Task to complete: Please restate the records below word for word, leaving out every picture.

Input data:

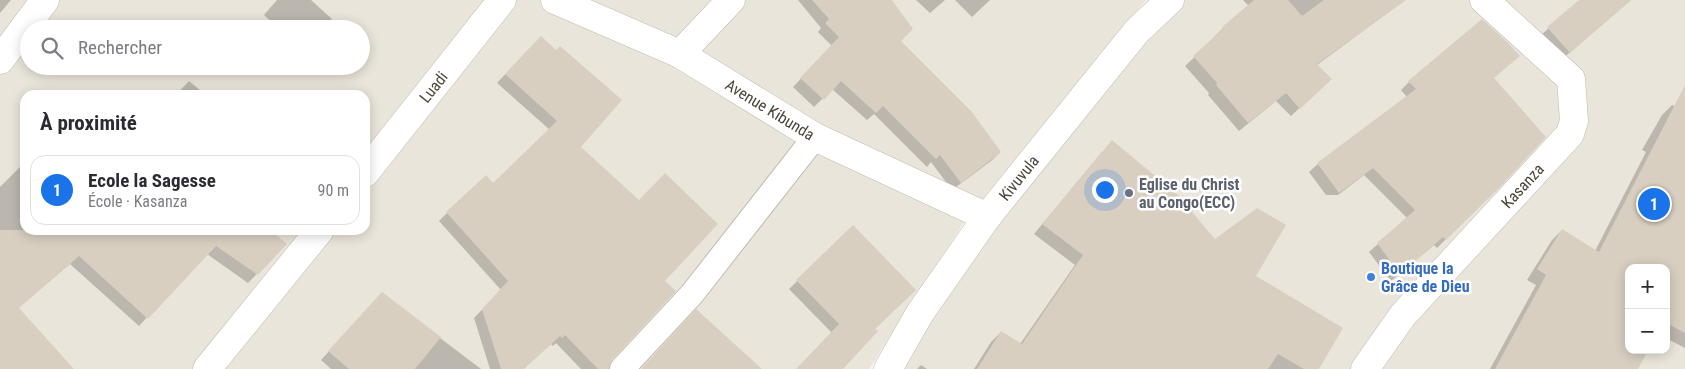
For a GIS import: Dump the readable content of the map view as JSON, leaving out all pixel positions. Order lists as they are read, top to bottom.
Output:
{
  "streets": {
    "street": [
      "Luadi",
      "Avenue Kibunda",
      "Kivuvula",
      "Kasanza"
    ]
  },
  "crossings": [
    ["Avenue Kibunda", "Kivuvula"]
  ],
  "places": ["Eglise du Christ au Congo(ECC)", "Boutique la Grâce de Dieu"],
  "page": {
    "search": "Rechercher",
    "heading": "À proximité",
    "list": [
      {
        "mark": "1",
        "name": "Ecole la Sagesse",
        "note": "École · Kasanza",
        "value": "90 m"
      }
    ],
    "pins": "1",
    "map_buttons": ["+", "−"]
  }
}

Exercise result:
For a GIS import: Dump the readable content of the map view as JSON, leaving out all pixel positions. Order lists as they are read, top to bottom.
Output:
{
  "streets": {
    "street": [
      "Luadi",
      "Avenue Kibunda",
      "Kivuvula",
      "Kasanza"
    ]
  },
  "crossings": [
    ["Avenue Kibunda", "Kivuvula"]
  ],
  "places": ["Eglise du Christ au Congo(ECC)", "Boutique la Grâce de Dieu"],
  "page": {
    "search": "Rechercher",
    "heading": "À proximité",
    "list": [
      {
        "mark": "1",
        "name": "Ecole la Sagesse",
        "note": "École · Kasanza",
        "value": "90 m"
      }
    ],
    "pins": "1",
    "map_buttons": ["+", "−"]
  }
}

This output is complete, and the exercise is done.